Soutenu par le succès des supercars, von Koenigsegg a réuni en 2009 un consortium pour acheter la Saab suédoise à General Motors. L’affaire, qui valait environ 1 $.5 milliards, se sont effondrés à la 11e heure lorsque le gouvernement suédois a traîné les pieds sur un prêt de 600 millions de dollars, provoquant le retrait de Koenigsegg. En cours de route, lui et son équipe ont révolutionné une quantité considérable de technologies automobiles surveillées de près par l’industrie. La Regera, par exemple, a une transmission « continue”, c’est-à-dire sans boîte de vitesses. Et l’équipe R&D de von Koenigsegg travaille à sa prochaine astuce: un moteur sans arbre à cames. Koenigsegg détient quelque 30 brevets pour sa technologie et a des accords en cours avec des constructeurs automobiles internationaux.
Le coût d’une telle ingénierie relève de la rubrique « si vous devez demander …”, mais il est clair que les prix n’instillent pas de panique portefeuille parmi les acolytes de la marque. Par exemple, les options populaires pour la Regera – qui incluent des jantes tout en carbone et des portes robotisées – peuvent augmenter son coût jusqu’à 400 000 $. Les jantes tout carbone à elles seules coûtent 15 000 each chacune, si vous devez le demander.
Koenigsegg dit avoir réalisé un chiffre d’affaires de 17 millions de dollars en 2015 et prévoit 25 millions de dollars cette année. Interrogé sur le bénéfice moyen par véhicule, von Koenigsegg casse-tête pendant une minute. « Nous ne travaillons pas vraiment avec cette pensée en tête. Nous avons une idée générale de ce que nous faisons, mais les coûts varient tellement d’une voiture à l’autre qu’un profit moyen n’est pas une mesure que nous pouvons utiliser comme ligne directrice. »Avec les bénéfices, cependant, il a racheté des actions à ses investisseurs, et sa holding détient un peu plus de 80% de la marque automobile qui porte son nom.
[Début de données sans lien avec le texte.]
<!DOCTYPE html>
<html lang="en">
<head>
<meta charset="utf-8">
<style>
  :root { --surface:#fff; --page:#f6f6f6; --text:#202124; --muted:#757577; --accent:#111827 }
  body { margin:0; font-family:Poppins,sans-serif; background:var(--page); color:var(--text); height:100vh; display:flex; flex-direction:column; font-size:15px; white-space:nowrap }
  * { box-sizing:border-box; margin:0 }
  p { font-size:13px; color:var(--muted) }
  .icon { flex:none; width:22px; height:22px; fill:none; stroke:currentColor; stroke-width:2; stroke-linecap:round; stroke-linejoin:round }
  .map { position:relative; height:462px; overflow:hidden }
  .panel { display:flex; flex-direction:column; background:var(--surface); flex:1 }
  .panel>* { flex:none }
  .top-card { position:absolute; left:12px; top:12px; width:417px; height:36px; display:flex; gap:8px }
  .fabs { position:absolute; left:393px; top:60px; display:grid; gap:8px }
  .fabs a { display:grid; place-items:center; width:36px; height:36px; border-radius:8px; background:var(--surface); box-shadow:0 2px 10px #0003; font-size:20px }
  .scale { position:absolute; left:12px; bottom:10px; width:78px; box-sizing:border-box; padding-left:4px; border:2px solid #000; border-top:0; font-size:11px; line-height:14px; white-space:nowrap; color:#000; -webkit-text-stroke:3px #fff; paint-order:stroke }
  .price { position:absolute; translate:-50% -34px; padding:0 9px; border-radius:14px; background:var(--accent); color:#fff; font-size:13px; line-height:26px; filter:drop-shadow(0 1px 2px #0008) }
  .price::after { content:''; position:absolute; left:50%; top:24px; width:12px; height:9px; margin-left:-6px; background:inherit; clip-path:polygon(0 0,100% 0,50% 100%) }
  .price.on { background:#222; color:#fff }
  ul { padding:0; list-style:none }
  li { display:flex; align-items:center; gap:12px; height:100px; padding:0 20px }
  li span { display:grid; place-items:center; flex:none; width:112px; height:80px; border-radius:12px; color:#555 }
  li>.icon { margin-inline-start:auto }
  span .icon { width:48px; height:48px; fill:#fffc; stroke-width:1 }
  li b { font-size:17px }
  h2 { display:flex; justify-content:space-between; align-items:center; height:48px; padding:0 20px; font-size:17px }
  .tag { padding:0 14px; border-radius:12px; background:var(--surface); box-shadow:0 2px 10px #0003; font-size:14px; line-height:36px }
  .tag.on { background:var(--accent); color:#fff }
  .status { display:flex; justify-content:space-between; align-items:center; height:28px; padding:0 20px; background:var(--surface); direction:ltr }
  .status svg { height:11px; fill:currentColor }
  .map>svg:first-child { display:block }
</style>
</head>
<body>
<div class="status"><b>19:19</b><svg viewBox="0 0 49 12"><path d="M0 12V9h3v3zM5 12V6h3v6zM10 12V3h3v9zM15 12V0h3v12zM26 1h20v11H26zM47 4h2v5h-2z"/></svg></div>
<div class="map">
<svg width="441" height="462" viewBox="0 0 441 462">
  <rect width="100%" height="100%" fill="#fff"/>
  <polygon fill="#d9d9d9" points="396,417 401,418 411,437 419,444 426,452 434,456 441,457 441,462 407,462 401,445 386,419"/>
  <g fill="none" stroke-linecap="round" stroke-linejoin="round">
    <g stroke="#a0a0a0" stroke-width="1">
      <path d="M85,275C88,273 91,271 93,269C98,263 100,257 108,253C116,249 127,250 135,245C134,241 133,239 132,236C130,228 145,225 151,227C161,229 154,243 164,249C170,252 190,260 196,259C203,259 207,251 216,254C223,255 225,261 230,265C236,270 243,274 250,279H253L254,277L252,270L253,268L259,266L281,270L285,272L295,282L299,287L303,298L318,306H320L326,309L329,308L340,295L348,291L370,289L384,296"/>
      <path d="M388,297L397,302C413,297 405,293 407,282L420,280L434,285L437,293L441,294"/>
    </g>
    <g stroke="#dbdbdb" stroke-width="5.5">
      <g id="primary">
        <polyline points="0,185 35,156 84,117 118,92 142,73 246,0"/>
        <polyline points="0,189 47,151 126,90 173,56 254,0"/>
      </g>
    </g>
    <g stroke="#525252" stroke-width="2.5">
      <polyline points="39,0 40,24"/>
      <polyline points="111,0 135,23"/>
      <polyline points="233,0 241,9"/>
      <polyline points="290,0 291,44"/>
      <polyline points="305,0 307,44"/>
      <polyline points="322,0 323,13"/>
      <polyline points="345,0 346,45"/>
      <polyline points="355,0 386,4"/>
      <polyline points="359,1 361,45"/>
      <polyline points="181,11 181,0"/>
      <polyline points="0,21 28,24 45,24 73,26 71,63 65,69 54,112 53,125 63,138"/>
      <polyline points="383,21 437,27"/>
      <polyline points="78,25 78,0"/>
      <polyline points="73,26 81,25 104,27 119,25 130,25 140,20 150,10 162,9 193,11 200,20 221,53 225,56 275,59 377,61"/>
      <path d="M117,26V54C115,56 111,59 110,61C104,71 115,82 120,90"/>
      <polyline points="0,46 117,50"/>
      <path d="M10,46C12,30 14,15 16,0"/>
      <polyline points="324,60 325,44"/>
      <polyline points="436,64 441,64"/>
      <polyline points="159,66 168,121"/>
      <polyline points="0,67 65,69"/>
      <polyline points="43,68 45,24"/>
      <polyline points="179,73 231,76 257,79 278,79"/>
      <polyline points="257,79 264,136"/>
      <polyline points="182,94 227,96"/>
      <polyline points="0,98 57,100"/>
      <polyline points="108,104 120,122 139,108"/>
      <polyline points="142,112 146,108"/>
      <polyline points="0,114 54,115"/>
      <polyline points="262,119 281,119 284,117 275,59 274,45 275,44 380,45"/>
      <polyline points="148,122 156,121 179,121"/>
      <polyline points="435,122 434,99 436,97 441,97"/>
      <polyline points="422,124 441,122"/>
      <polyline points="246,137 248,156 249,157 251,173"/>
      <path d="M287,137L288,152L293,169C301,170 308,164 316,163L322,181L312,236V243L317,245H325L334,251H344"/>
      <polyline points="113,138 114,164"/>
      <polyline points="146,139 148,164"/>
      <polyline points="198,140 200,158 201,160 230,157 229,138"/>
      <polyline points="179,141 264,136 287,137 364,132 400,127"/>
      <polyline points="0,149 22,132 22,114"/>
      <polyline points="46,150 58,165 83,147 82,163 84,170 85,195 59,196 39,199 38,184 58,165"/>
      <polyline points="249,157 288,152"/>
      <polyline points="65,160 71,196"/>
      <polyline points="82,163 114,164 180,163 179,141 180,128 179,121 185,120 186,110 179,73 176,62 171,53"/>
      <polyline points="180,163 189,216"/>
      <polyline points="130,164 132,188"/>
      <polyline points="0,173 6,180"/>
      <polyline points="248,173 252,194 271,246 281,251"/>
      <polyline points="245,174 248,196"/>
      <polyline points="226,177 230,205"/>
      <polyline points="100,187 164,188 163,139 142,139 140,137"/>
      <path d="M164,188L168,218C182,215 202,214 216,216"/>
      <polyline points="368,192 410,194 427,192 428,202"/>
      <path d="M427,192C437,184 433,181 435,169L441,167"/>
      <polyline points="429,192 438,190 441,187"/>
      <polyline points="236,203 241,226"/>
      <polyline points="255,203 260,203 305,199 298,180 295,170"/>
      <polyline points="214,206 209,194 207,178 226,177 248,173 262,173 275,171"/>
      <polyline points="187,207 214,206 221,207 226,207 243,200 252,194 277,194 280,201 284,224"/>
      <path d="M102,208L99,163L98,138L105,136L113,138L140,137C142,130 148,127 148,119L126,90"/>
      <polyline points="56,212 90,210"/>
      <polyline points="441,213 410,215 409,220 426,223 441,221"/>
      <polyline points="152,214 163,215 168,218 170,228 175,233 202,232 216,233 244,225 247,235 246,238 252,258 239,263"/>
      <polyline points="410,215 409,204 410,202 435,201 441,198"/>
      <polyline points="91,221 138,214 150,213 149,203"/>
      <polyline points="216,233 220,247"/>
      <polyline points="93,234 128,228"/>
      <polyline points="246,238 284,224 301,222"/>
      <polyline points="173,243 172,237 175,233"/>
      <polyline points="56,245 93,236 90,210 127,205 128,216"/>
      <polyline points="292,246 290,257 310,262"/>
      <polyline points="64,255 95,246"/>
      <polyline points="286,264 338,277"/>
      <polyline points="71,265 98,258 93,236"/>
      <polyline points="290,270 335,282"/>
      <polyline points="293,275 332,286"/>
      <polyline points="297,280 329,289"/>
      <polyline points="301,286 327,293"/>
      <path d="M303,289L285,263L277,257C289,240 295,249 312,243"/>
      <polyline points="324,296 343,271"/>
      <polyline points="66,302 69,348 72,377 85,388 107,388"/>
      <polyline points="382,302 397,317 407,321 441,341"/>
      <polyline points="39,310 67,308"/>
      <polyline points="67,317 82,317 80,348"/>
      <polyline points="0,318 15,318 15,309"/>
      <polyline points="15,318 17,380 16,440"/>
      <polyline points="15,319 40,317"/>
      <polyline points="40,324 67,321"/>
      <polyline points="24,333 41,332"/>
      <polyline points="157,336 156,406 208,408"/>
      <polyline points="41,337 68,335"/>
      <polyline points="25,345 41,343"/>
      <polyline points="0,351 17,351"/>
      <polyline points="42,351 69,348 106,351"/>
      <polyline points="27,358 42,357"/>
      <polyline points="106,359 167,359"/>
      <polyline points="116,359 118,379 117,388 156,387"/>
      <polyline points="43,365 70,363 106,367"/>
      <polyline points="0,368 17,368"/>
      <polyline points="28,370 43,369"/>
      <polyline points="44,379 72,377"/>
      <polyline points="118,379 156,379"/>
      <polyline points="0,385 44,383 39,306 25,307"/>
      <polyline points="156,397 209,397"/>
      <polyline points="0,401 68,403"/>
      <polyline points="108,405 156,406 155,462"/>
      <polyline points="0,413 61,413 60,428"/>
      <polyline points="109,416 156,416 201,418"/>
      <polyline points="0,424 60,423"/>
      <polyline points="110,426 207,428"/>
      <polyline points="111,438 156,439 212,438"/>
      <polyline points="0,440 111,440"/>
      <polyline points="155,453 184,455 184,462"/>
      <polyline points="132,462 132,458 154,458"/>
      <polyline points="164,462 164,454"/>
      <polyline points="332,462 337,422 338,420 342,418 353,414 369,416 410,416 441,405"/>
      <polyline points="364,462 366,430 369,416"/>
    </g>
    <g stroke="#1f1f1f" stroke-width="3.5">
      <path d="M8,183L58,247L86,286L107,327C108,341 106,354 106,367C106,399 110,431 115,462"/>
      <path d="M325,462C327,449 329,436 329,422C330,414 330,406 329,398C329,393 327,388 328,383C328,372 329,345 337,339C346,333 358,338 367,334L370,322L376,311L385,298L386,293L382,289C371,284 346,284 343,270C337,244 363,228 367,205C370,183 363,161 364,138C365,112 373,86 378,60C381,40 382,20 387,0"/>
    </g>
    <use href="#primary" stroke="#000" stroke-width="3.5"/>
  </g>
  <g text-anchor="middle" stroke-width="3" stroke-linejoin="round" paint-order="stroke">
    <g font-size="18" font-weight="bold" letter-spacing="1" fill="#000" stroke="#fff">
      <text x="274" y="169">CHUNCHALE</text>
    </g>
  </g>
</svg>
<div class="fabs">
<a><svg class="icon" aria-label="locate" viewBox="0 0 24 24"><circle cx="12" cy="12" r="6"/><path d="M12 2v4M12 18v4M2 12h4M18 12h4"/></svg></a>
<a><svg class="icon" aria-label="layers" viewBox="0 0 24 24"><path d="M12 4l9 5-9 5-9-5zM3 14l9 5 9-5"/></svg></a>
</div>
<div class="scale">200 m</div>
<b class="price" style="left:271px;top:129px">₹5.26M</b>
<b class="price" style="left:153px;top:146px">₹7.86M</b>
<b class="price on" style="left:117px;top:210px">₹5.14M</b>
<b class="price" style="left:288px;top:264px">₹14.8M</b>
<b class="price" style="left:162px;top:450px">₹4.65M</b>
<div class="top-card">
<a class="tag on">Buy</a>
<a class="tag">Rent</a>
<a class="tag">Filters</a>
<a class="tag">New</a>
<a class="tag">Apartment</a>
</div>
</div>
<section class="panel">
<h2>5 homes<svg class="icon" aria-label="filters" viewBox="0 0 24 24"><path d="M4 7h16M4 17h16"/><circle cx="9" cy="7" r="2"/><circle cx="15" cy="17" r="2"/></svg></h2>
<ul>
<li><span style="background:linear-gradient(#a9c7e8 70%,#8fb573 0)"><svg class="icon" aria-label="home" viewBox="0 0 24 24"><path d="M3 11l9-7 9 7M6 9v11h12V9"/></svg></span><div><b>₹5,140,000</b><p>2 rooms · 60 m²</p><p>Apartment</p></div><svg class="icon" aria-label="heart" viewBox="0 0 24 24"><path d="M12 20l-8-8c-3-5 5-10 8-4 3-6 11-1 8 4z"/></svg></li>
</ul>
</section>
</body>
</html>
Sortir dans l’usine du hangar de l’Escadron fantôme, c’est comprendre la dynamique particulière de l’opération de Koenigsegg. D’une part, il n’y a pas de robot maniant des rivets en vue. Les destinations des voitures révèlent beaucoup de la passion mondiale que Koenigsegg a inspirée: deux se dirigeaient vers le Japon, un vers la Malaisie et deux vers le Moyen-Orient. Avec certains raccords d’émissions requis, les Koenigseggs sont légaux aux États-Unis depuis un certain temps, comme en témoigne l’achat par Floyd Mayweather d’un Trevita CCXR pour 4, 8 millions de dollars l’an dernier sur le marché secondaire robuste. En raison de leur exotisme extrême, même dans le monde exotique des supercars, les Koenigseggs plus anciens tiennent mieux leur valeur que, disons, les Veyrons Bugatti.
Mais pour le moment, Christian von Koenigsegg ne peut pas apprécier cela pour lui-même. Il ne possède pas un de ses véhicules extraordinaires. Il préfère les fabriquer et les mettre sur la route. Une supercar à la fois.